Records for processing:

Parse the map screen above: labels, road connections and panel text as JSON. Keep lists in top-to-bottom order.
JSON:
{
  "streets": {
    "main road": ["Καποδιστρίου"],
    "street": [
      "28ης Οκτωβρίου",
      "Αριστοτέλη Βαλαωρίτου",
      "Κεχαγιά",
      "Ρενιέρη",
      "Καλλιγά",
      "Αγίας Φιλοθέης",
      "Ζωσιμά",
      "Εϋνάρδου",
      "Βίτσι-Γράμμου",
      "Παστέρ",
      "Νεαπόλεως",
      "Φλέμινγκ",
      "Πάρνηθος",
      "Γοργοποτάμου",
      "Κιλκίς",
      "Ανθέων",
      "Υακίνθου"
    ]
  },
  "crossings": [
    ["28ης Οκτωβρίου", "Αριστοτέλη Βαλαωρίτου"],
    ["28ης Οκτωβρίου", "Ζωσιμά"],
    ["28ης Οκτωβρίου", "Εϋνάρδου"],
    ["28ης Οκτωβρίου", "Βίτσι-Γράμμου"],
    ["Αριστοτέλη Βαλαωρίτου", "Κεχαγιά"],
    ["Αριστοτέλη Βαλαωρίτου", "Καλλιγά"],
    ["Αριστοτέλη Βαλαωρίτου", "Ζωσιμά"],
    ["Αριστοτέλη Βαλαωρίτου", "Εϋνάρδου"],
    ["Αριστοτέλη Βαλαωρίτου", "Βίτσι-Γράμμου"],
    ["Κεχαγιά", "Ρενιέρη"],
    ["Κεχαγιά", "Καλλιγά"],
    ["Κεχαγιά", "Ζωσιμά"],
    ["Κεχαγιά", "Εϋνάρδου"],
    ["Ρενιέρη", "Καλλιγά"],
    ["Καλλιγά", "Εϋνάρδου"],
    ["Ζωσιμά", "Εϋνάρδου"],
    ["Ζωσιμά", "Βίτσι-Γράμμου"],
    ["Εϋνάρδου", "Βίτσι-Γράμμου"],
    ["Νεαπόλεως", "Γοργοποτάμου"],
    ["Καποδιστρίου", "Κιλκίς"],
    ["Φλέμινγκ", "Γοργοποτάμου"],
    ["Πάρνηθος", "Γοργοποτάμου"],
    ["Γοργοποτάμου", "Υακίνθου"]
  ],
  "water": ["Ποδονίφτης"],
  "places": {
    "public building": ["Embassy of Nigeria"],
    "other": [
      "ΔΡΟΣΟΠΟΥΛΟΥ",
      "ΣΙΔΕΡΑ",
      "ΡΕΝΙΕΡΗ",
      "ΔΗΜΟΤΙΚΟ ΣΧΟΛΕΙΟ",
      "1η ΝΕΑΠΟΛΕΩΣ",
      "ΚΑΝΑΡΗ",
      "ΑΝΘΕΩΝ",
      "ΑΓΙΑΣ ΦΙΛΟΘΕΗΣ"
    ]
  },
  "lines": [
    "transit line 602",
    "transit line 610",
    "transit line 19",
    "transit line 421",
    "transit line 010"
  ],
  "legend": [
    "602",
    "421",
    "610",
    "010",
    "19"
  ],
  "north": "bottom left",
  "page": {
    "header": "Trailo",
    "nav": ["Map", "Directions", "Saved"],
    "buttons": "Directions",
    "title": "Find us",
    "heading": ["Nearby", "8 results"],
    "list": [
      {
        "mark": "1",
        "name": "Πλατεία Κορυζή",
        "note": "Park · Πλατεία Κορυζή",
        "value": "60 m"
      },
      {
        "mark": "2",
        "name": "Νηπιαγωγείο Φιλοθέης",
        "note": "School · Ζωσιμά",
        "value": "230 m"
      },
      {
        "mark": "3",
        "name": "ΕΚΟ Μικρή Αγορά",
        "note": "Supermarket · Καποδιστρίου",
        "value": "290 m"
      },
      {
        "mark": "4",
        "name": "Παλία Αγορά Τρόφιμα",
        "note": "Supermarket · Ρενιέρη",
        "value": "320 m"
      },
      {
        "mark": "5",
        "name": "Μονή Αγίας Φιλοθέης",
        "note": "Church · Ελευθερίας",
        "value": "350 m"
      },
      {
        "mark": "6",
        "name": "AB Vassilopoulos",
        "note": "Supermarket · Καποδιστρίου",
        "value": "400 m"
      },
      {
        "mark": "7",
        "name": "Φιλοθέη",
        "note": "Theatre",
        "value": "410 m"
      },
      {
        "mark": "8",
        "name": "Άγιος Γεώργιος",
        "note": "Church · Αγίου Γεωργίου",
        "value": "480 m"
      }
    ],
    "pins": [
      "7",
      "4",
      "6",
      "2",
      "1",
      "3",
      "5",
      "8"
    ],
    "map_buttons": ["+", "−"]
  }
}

What the task requires:
If a line in the records above contains the string "Γράμμου", copy that line out.

Task solution:
      "Βίτσι-Γράμμου",
    ["28ης Οκτωβρίου", "Βίτσι-Γράμμου"],
    ["Αριστοτέλη Βαλαωρίτου", "Βίτσι-Γράμμου"],
    ["Ζωσιμά", "Βίτσι-Γράμμου"],
    ["Εϋνάρδου", "Βίτσι-Γράμμου"],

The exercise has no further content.